Data under study:
Start of Block

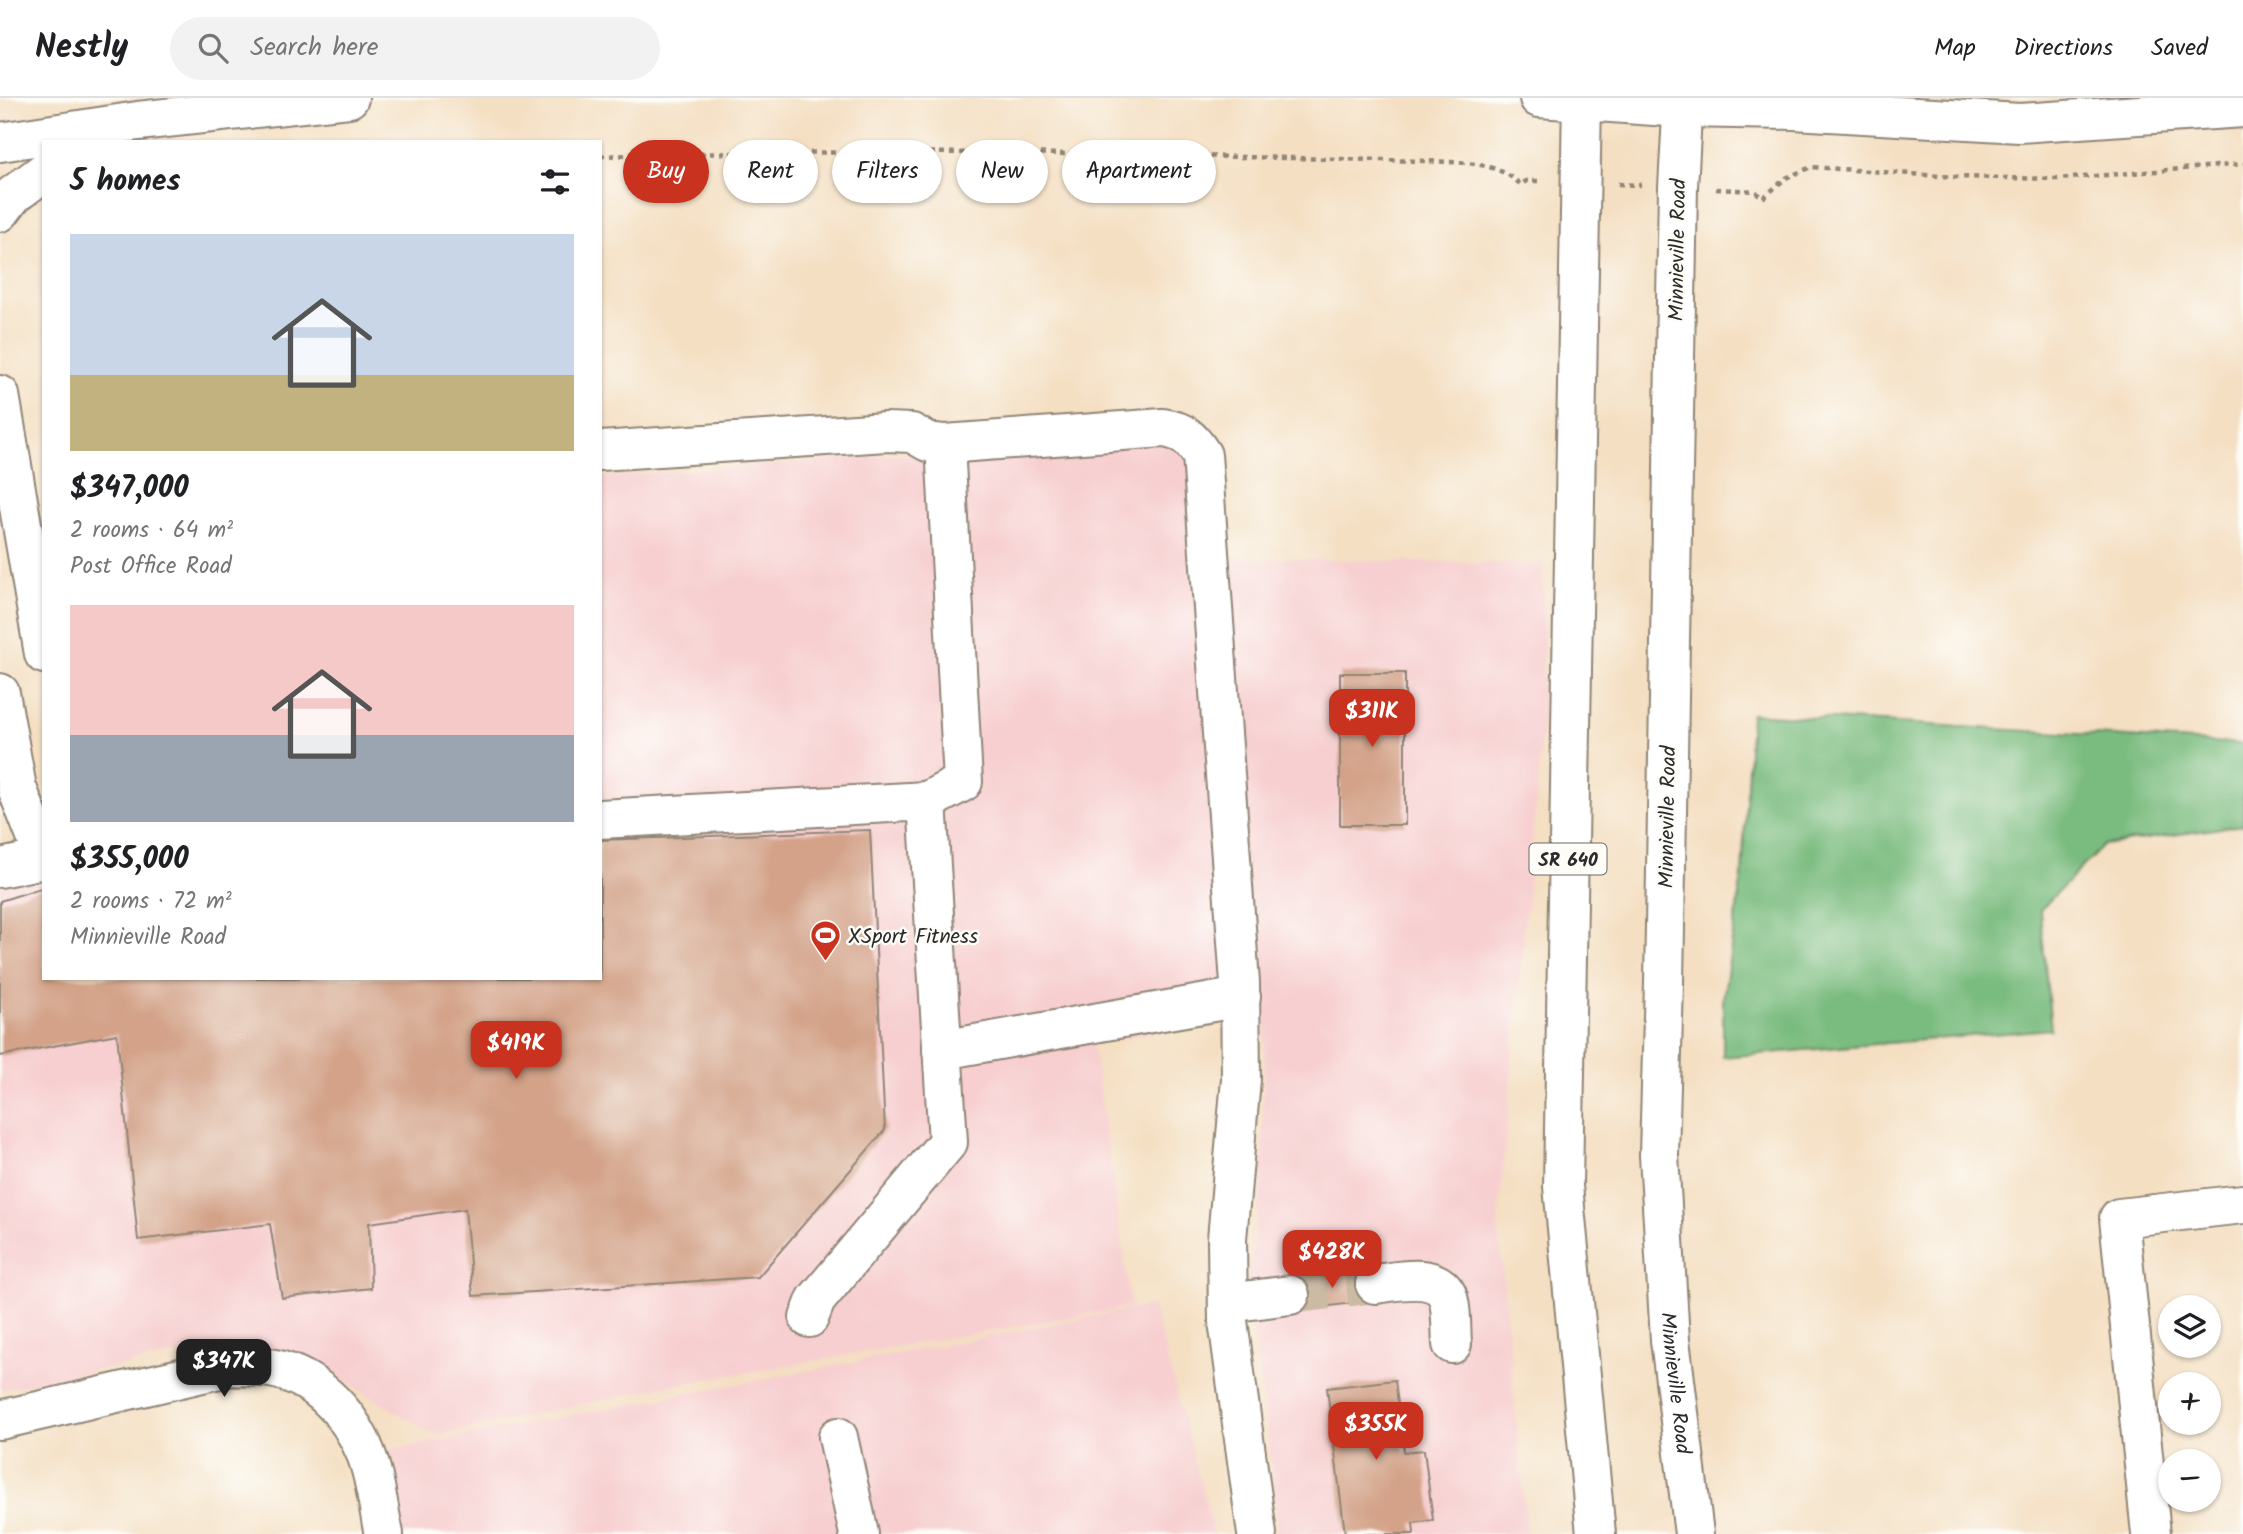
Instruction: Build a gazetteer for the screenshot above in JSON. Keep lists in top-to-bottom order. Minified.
{"streets":{"main road":["Minnieville Road","SR 640"]},"places":{"sports":["XSport Fitness"]},"page":{"header":"Nestly","search":"Search here","nav":["Map","Directions","Saved"],"chip":["Buy","Rent","Filters","New","Apartment"],"heading":"5 homes","list":[{"name":"$347,000","note":"2 rooms · 64 m² · Post Office Road"},{"name":"$355,000","note":"2 rooms · 72 m² · Minnieville Road"}],"price":["$311K","$419K","$428K","$347K","$355K"],"map_buttons":["+","−"]}}
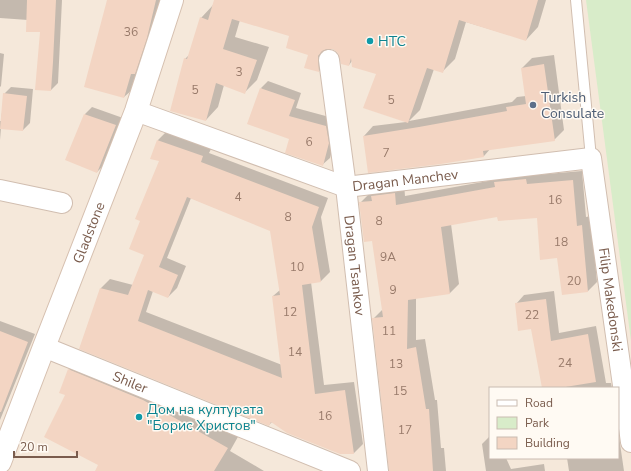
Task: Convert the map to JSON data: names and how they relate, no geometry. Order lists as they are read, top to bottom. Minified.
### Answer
{"streets":{"main road":["Gladstone"],"street":["Dragan Manchev","Dragan Tsankov","Filip Makedonski","Shiler"]},"crossings":[["Dragan Manchev","Gladstone"],["Dragan Manchev","Dragan Tsankov"],["Dragan Manchev","Filip Makedonski"],["Gladstone","Shiler"]],"places":["НТС","Turkish Consulate","Дом на културата \"Борис Христов\""],"house_numbers":["36","3","5","5","6","7","4","16","8","8","18","9А","10","20","9","12","22","11","14","24","13","15","16","17"],"legend":["Road","Park","Building"],"scale_bar":"20 m"}
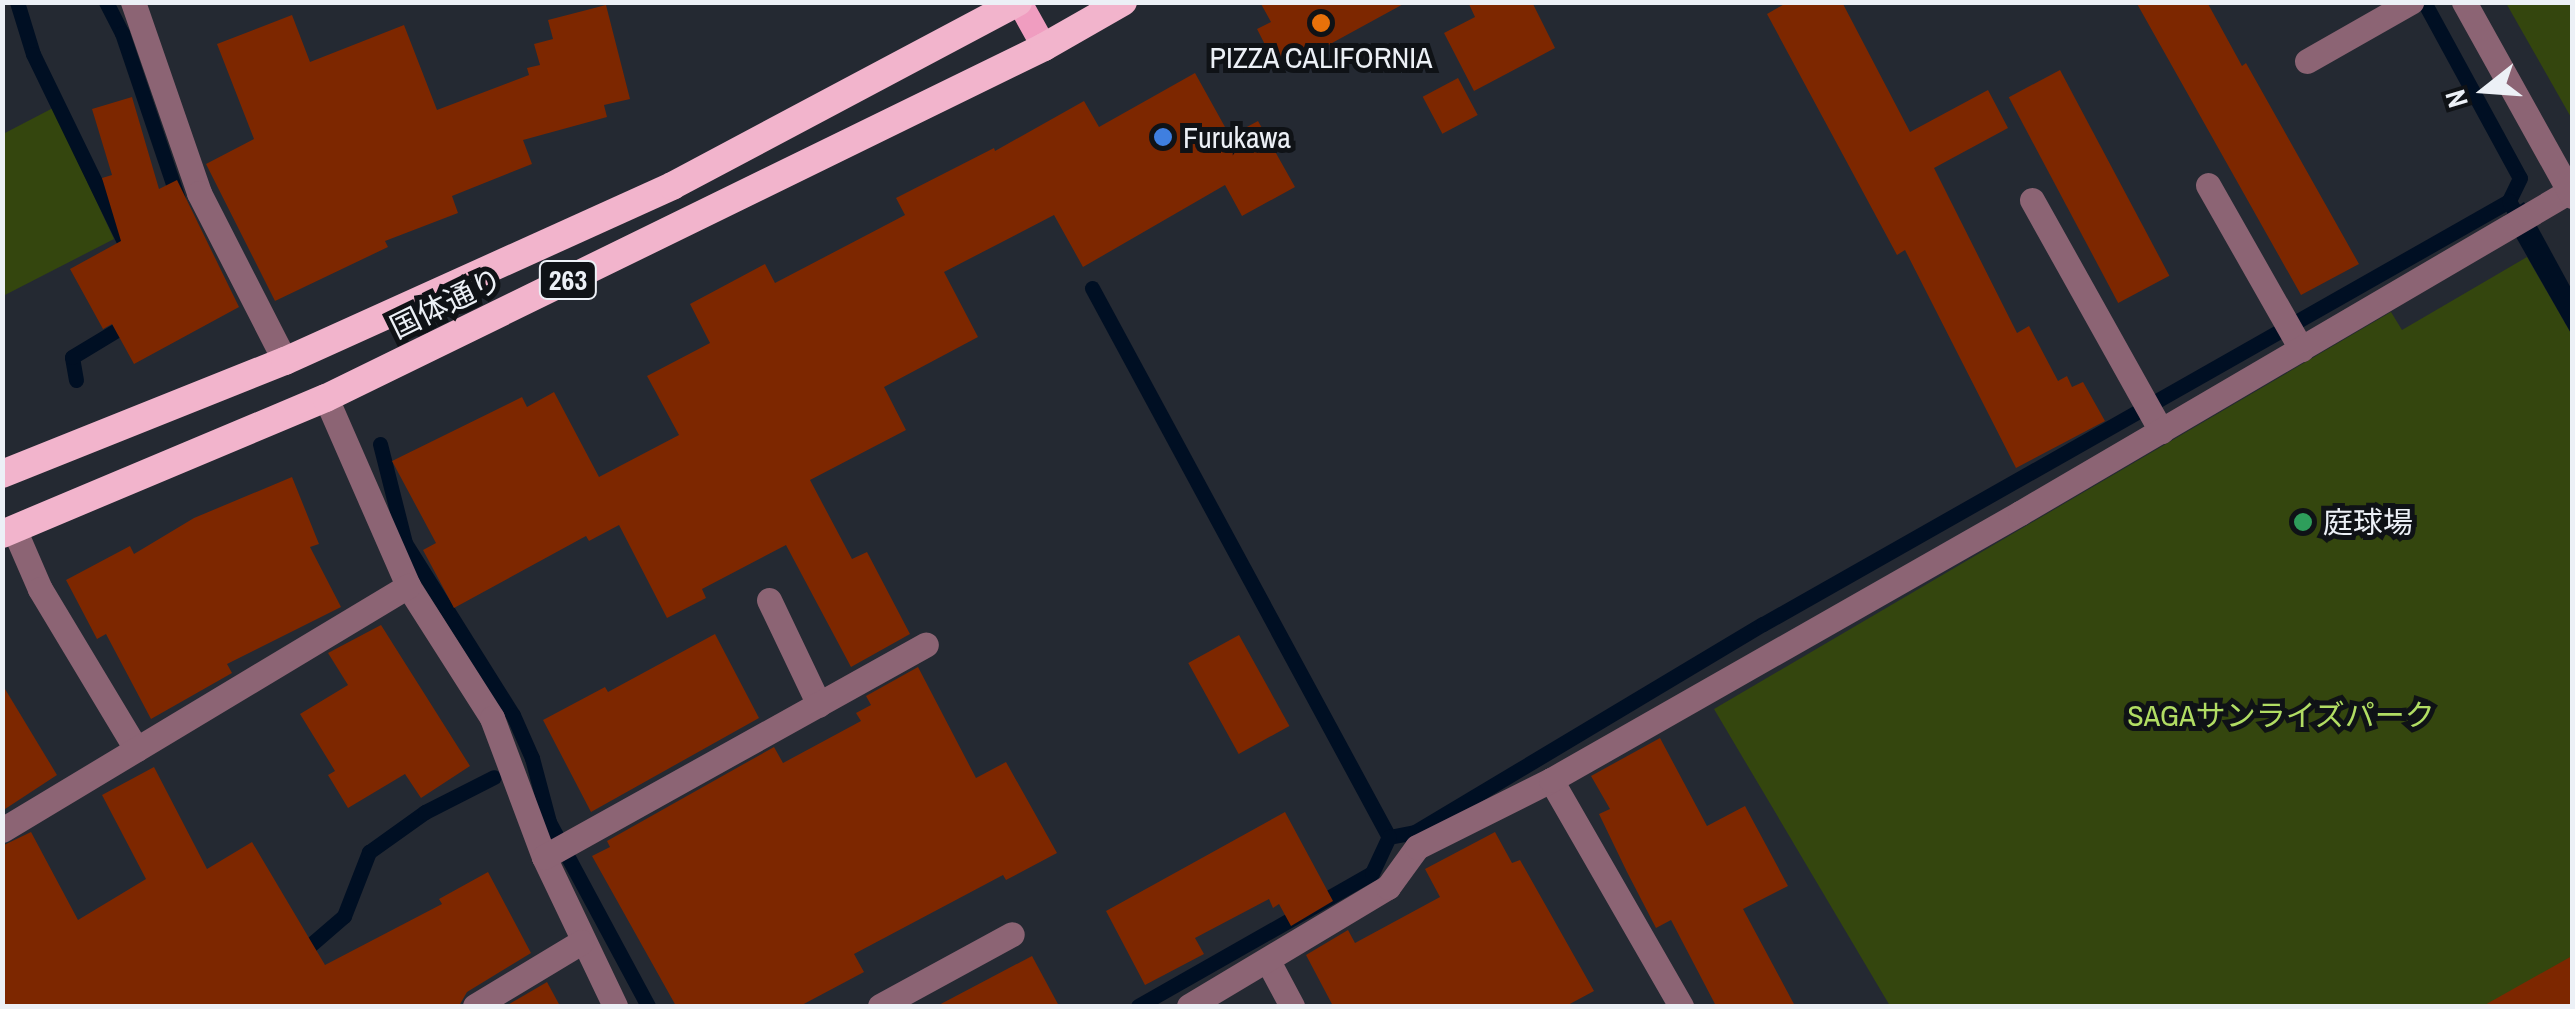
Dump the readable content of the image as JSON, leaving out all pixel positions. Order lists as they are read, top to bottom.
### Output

End of Block

What this task involves: Give every record again without changing a word. Exclude the pictures.

Task response:
Instruction: Build a gazetteer for the screenshot above in JSON. Keep lists in top-to-bottom order. Minified.
{"streets":{"main road":["Minnieville Road","SR 640"]},"places":{"sports":["XSport Fitness"]},"page":{"header":"Nestly","search":"Search here","nav":["Map","Directions","Saved"],"chip":["Buy","Rent","Filters","New","Apartment"],"heading":"5 homes","list":[{"name":"$347,000","note":"2 rooms · 64 m² · Post Office Road"},{"name":"$355,000","note":"2 rooms · 72 m² · Minnieville Road"}],"price":["$311K","$419K","$428K","$347K","$355K"],"map_buttons":["+","−"]}}
Task: Convert the map to JSON data: names and how they relate, no geometry. Order lists as they are read, top to bottom. Minified.
### Answer
{"streets":{"main road":["Gladstone"],"street":["Dragan Manchev","Dragan Tsankov","Filip Makedonski","Shiler"]},"crossings":[["Dragan Manchev","Gladstone"],["Dragan Manchev","Dragan Tsankov"],["Dragan Manchev","Filip Makedonski"],["Gladstone","Shiler"]],"places":["НТС","Turkish Consulate","Дом на културата \"Борис Христов\""],"house_numbers":["36","3","5","5","6","7","4","16","8","8","18","9А","10","20","9","12","22","11","14","24","13","15","16","17"],"legend":["Road","Park","Building"],"scale_bar":"20 m"}
Dump the readable content of the image as JSON, leaving out all pixel positions. Order lists as they are read, top to bottom.
### Output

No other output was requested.